Regardless of swings in the economy, one constant is the need for quality transportation. People will always have to get from point A to point B, and although you might find peaks in train, bus and subway travel during lean times it won’t significantly impact the automotive industry. People will always buy new and used cars, and the vehicles that remain on the roads must have professional maintenance to avoid breaking down. That makes a career in the automotive industry one of the most dependable you will find. There are many directions to take, depending on your skills and preference. But you should always consider longevity and financial stability when picking your path. Here are five of the top careers in the automotive industry you could pursue if so inclined.
The most lucrative position in this field is probably in the world of motor vehicle manufacture.
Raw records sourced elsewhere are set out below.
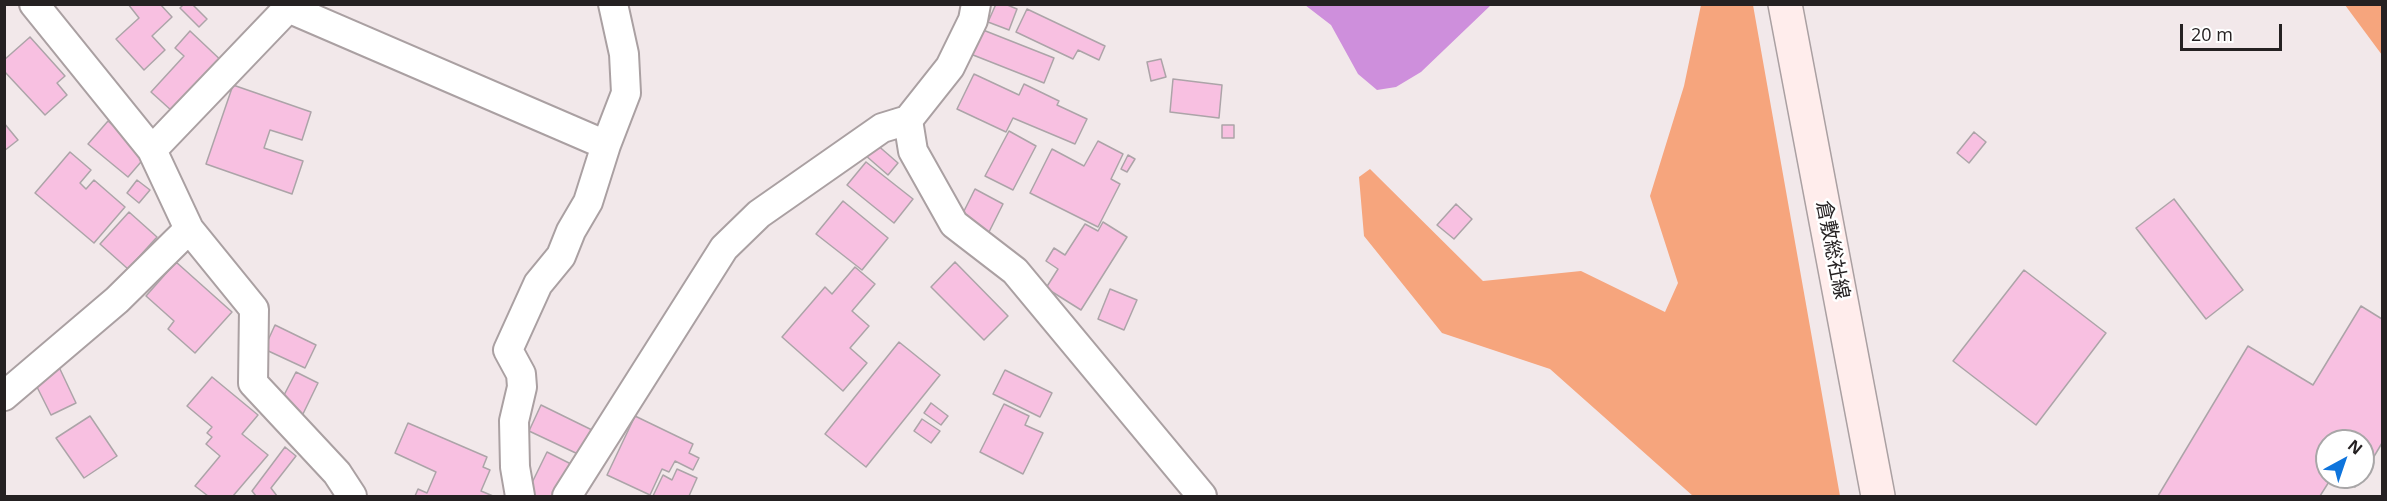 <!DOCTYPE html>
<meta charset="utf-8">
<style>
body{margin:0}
#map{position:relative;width:2387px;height:501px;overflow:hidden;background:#f2e8ea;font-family:"Open Sans",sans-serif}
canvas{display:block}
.frame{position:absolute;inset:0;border:6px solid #252122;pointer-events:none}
.north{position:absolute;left:2315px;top:429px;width:60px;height:60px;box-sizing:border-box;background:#fff;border:2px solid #a8a6a7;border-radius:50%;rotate:40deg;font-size:16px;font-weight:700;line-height:24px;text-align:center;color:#252122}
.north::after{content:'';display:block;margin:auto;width:21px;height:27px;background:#0e74dc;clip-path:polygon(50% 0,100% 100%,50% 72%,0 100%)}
.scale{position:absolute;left:2180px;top:24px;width:102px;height:27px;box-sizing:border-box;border:3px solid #252122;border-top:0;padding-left:8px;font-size:18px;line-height:21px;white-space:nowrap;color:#252122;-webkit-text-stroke:4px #fff;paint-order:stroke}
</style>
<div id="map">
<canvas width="2387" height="501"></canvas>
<div class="frame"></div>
<div class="north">N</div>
<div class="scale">20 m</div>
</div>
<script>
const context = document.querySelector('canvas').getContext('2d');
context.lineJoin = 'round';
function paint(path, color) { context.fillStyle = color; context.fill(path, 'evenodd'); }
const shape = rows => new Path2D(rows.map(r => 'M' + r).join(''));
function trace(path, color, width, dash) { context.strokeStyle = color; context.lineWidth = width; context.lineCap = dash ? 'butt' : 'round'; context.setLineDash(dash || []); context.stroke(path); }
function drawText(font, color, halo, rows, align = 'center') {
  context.font = font + ' "Open Sans","Noto Sans JP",sans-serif'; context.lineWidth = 5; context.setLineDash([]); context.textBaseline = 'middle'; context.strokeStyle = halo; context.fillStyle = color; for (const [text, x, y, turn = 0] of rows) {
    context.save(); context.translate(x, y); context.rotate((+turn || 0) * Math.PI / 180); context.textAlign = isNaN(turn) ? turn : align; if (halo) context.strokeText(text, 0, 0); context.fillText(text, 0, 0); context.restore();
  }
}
paint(shape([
 [1701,5,1753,5,1840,496,1693,496,1550,369,1442,333,1364,236,1359,177,1370,169,1483,281,1581,271,1665,312,1678,283,1650,196,1684,86],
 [2345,5,2382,5,2382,55]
]), '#f6a57d');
paint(shape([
 [1305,5,1491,5,1421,72,1396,87,1377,90,1358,74,1331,25]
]), '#ce8fdc');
const building = shape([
 [160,4,172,17,152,36,165,50,144,70,116,39,139,18,128,4,160,4],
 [184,4,192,4,207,19,199,27,180,8,184,4],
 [996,4,1005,4,1017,9,1009,30,988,22,996,4],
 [1027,9,1105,46,1099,60,1078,50,1073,59,1016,32,1027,9],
 [978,28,1054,58,1044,83,968,53,978,28],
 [190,31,226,65,172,111,151,92,184,56,175,48,190,31],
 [30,37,65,76,57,83,67,95,45,115,4,71,4,60,30,37],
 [1161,59,1166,77,1151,81,1147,62,1161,59],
 [974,74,1019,95,1024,84,1059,101,1057,105,1087,119,1075,144,1013,118,1006,132,957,109,974,74],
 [1173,79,1222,85,1219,118,1170,112,1173,79],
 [233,85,311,112,302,140,270,130,264,148,303,161,292,194,206,164,233,85],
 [108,121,147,155,128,177,88,144,108,121],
 [4,123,18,140,4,151,4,123],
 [1222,125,1234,125,1234,138,1222,138,1222,125],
 [1009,131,1036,146,1013,190,985,176,1009,131],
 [1974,132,1986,142,1969,163,1957,153,1974,132],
 [1098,141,1123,154,1111,179,1120,184,1098,227,1030,193,1052,149,1084,166,1098,141],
 [875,143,898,163,888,175,865,155,875,143],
 [70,152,91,170,80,183,86,189,94,180,125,207,94,243,35,193,70,152],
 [1128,155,1135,159,1127,172,1121,169,1128,155],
 [866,162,913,199,894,223,847,185,866,162],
 [137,180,150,190,139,203,127,193,137,180],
 [975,189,1003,204,988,234,960,219,975,189],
 [2174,199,2243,290,2206,319,2136,228,2174,199],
 [843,201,888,238,862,270,816,234,843,201],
 [1456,204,1472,219,1454,239,1437,225,1456,204],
 [129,212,157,237,128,269,100,244,129,212],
 [1103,222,1127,237,1081,310,1046,288,1058,269,1046,261,1054,248,1065,255,1085,224,1098,231,1103,222],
 [176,262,232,312,195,353,168,329,174,321,146,296,176,262],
 [955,262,1008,316,984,340,931,287,955,262],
 [855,267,875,284,852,311,869,326,850,348,867,363,843,391,782,337,825,287,832,294,855,267],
 [2024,270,2106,333,2036,425,1953,361,2024,270],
 [1110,289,1137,300,1124,330,1098,319,1110,289],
 [2361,306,2382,319,2382,443,2363,475,2363,441,2327,441,2327,477,2332,477,2320,496,2158,496,2248,346,2313,385,2361,306],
 [275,325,316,345,305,368,264,349,275,325],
 [899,342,940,375,866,467,825,434,899,342],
 [59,367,76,403,51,415,33,379,59,367],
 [1005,370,1052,393,1040,417,993,394,1005,370],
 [296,372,318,383,301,418,283,397,296,372],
 [212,377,258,415,242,434,268,455,233,496,208,496,195,486,220,456,206,444,212,437,207,433,212,427,187,406,212,377],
 [931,403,948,416,941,425,924,413,931,403],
 [1004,404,1029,416,1025,425,1043,433,1023,474,980,452,1004,404],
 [541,405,592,430,580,455,529,431,541,405],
 [90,416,117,456,84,478,56,438,90,416],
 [635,416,693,444,689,453,699,458,693,470,675,461,669,472,662,469,650,495,607,475,635,416],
 [922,419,940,431,931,443,914,431,922,419],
 [408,423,487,457,483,467,490,470,481,491,493,496,415,496,418,489,427,493,436,472,395,453,408,423],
 [285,447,296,456,271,488,277,496,256,496,252,491,285,447],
 [547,452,575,466,560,496,530,496,526,495,547,452],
 [677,469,697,478,689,496,653,496,663,475,672,480,677,469],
 [2338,477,2362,477,2355,487,2338,477]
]);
paint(building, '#f8c0e1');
trace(building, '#aca4a8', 1.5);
const minor = shape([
 [34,4,152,150,189,229,254,309,253,383,337,473,352,496],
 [288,8,606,145],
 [908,120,913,151,954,224,1015,271,1202,496],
 [152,150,288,8,285,4],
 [4,396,117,300,189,229],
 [520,496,515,467,514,421,522,387,521,374,508,350,538,284,561,256,571,231,588,202,606,145,626,93,624,54,613,4],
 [567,496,724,248,759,214,882,128,908,120,950,67,973,20,976,4]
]);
const secondary = shape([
 [1785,4,1878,496]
]);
trace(minor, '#aaa0a2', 32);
trace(secondary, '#aaa0a2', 36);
trace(minor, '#fff', 28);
trace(secondary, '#ffedec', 33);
drawText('20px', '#252122', '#fff', [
 ["倉敷総社線",1832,250,79]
]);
</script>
At the top end of the spectrum are the designers and engineers. If you have the education and the drive you could find yourself designing new vehicles, or working as part of a team to improve and perfect current models. All of the major brands have their own manufacturing departments, with factories and assembly lines across the world. Even at the lowest rung on the ladder, as a worker in the manufacturing department you can expect to make more than $25 an hour. You’ll also have solid benefits and a dependable pension plan, thanks to membership in one of the labor unions.
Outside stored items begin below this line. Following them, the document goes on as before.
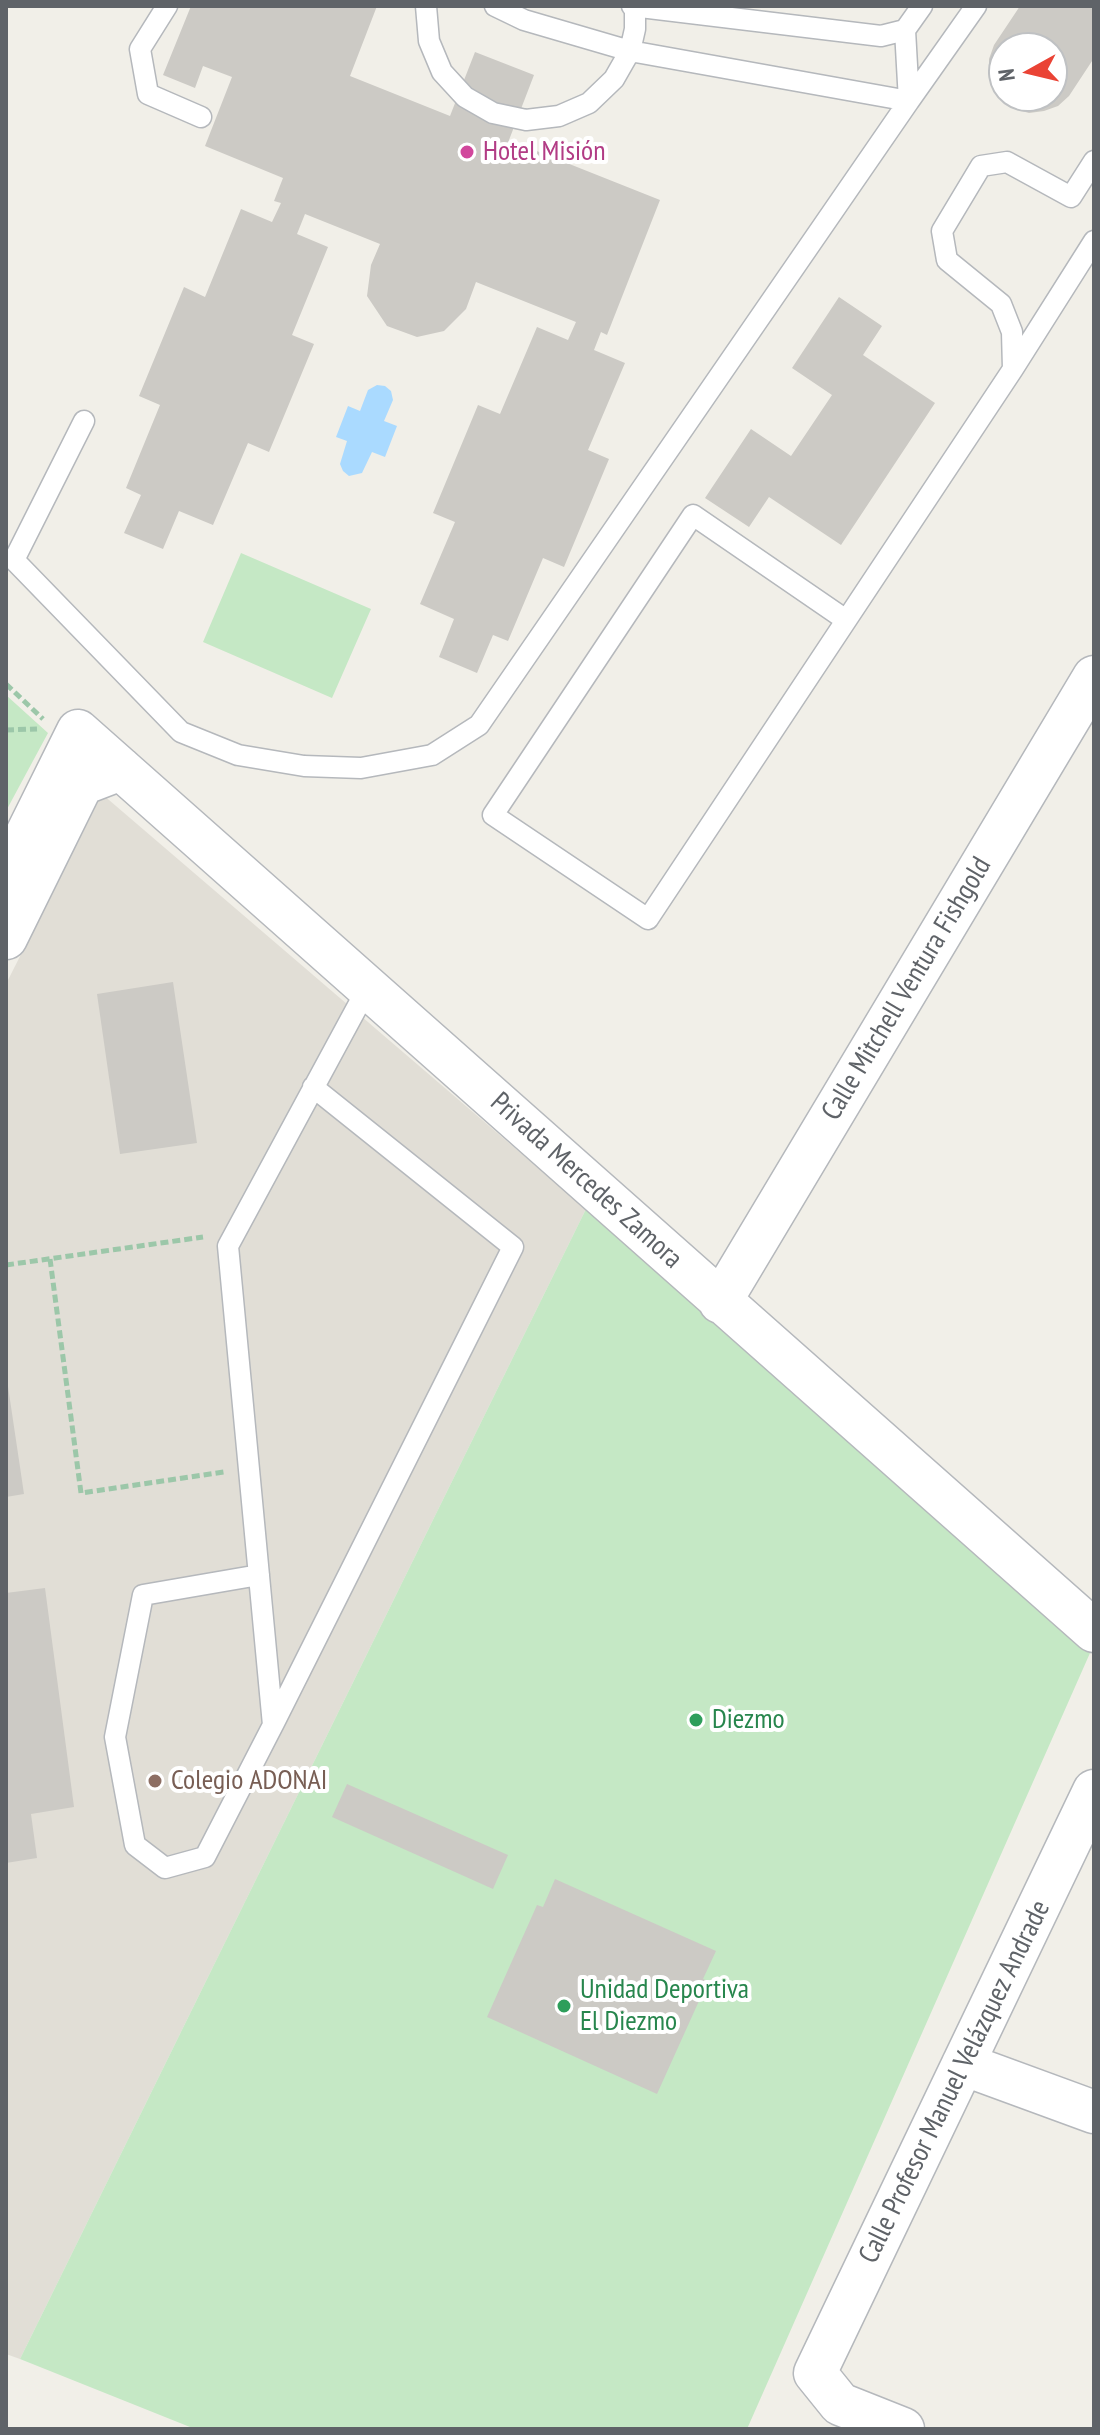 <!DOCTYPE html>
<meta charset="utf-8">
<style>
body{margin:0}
#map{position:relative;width:1100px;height:2435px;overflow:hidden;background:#f1efe8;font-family:"PT Sans Narrow",sans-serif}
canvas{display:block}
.frame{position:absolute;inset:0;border:8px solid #5f6368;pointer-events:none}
.north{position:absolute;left:988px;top:32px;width:80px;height:80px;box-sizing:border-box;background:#fff;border:2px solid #bfc1c3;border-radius:50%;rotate:262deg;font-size:22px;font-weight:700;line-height:32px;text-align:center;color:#5f6368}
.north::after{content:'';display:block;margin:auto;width:28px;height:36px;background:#ea4335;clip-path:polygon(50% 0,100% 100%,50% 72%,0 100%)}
</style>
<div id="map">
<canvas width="1100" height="2435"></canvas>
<div class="frame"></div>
<div class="north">N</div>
</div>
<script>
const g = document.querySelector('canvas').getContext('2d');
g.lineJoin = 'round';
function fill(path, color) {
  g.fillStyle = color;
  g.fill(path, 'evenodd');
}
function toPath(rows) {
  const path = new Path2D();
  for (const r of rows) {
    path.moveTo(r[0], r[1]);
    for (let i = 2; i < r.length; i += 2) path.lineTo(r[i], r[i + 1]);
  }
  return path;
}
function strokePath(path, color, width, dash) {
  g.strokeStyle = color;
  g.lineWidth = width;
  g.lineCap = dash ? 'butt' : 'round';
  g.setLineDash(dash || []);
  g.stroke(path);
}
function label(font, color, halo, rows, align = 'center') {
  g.font = font + ' "PT Sans Narrow",sans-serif';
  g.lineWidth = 8;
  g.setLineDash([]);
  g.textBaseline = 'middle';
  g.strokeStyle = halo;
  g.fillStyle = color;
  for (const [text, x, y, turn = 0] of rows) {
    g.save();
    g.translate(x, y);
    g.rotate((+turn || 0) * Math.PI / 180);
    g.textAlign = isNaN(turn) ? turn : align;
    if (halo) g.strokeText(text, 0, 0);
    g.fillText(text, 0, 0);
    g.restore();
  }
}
fill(toPath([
 [102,794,586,1209,20,2359,6,2354,6,984]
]), '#e1ded6');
fill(toPath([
 [241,553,371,609,332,698,203,642],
 [6,695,48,733,6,811],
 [586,1209,1081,1637,1090,1653,747,2429,195,2429,20,2359]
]), '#c5e8c5');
fill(toPath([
 [377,385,385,386,391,391,393,400,384,421,397,426,385,457,372,452,362,473,349,476,343,471,340,464,347,441,336,437,348,406,360,411,368,390]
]), '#aadaff');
fill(toPath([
 [191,6,377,6,350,76,450,116,475,52,534,75,509,140,660,200,607,335,601,332,594,350,625,363,588,450,609,459,564,567,543,558,508,641,493,635,477,673,439,657,454,619,420,604,455,522,433,513,478,405,500,414,537,327,568,340,576,322,476,282,466,309,444,331,417,337,387,326,367,296,371,265,380,244,305,214,297,234,328,247,292,335,314,344,269,452,248,443,213,525,179,511,163,549,124,533,141,495,126,488,160,405,139,396,184,287,205,297,241,209,272,222,281,203,274,201,283,178,205,146,232,77,203,66,195,88,163,75],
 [1020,6,1094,6,1094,58,1069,96,1058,106,1044,111,1029,113,1015,109,1002,100,993,88,989,74,989,59,994,45],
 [1004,48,1052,48,1052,96,1004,96],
 [839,297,882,326,863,355,935,403,841,545,769,497,749,527,705,498,751,429,791,456,832,395,792,368],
 [173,982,197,1143,120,1154,97,994],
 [6,1373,24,1494,6,1497],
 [45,1588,74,1807,31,1814,37,1858,6,1863,6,1593],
 [347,1784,508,1855,493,1889,332,1817],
 [555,1879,716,1951,703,1979,708,1981,657,2094,487,2017,537,1905,543,1907]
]), '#cccac5');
const lane = toPath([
 [167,6,140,49,148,94,201,117],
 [426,6,429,41,442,72,465,97,493,113,526,120,559,116,589,103,614,79,630,51,635,29,635,6],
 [495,6,524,20,630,51,909,101,976,6],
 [632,6,881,36,905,30,922,6],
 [1013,369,1012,332,1001,304,947,260,942,231,981,166,1007,162,1071,197,1094,161],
 [84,421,14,560,181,732,238,755,304,766,361,768,432,755,479,725,909,101,905,30],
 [846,620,693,515,493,815,648,919,1013,369,1094,241],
 [259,1575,143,1595,115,1737,135,1845,165,1868,205,1857,273,1725,228,1246,368,987],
 [273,1725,513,1247,313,1087]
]);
const street = toPath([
 [6,876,78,731,1094,1631],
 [6,938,82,784,121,769],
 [720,1302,1094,677],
 [963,2064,1094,2112],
 [903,2429,840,2404,815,2373,1094,1791]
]);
strokePath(lane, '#b5b8bc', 23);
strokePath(street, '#b5b8bc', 45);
strokePath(toPath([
 [6,684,43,719],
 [6,730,37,729],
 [50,1259,81,1493,224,1472],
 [6,1265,203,1237]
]), '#9cc7a9', 5, [8, 4]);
strokePath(lane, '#fff', 20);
strokePath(street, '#fff', 42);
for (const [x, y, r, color] of [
 [467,152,8,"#d1479c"],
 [696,1720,8,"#2e9e5b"],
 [155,1781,8,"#8d6e63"],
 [564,2006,8,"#2e9e5b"]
]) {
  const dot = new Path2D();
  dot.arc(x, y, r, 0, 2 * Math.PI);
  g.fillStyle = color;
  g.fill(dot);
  strokePath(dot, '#fff', 3);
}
label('28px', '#b23c85', '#fff', [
 ["Hotel Misión",483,152]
], 'left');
label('28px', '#5f6368', '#fff', [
 ["Calle Mitchell Ventura Fishgold",907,989,-59],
 ["Privada Mercedes Zamora",586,1181,42],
 ["Calle Profesor Manuel Velázquez Andrade",955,2082,-64]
]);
label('28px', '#27864d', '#fff', [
 ["Diezmo",712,1720],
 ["Unidad Deportiva",580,1990],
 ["El Diezmo",580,2022]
], 'left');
label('28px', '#785e54', '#fff', [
 ["Colegio ADONAI",171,1781]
], 'left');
</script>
Another high paying job in the automotive industry is working in sales, interacting with corporate and private customers at a dealership. A background in sales and marketing is crucial, and a degree in business or communications can certainly help you greatly. But you can work your way up to the sales floor with only a high school diploma if you are dedicated and skilled. The average pay is around $18 an hour, but you can make much more if you specialize in luxury brands or classic cars.
Speaking of classic cars, you can also do quite well if you work in a shop that restores classic vehicles. This is a specialized mechanical job, so you’ll need a significant amount of experience to enter into this sort of position. But you’ll find no shortage of collectors out there who are passionate about vehicles that are no longer being manufactured. These classic cars need a lot of attention, and often require hunting down difficult to find parts or even manufacturing parts when needed to precise specifications. You’ll earn upwards of $20 an hour doing this work, but it could be much more if you own your own shop.
One career that’s quite different than these but fills a core need is working as an automotive journalist. This is a crossover career between the automotive and media industries, but you’ll work with brand new vehicles in an intimate way. If you can catch on with one of the prestigious car magazines or websites you’ll be well compensated to test drive new models and report your findings. There are many times a new car’s reputation could rely on your reporting, and if you’re a car lover there may be no better job on the planet.
Well, actually there is one. The pinnacle of the automotive industry may very well be a career as a race car driver. The world of competitive driving is no cakewalk. There are many people that never receive any sort of recognition, and you’ll be in for a grueling training regimen, constant travel, the need to have a towing company on speed dial and the threat of death in every race. But if you rise in FormulaOne or NASCAR there’s the opportunity for sponsorships, fame, and a seven-figure income.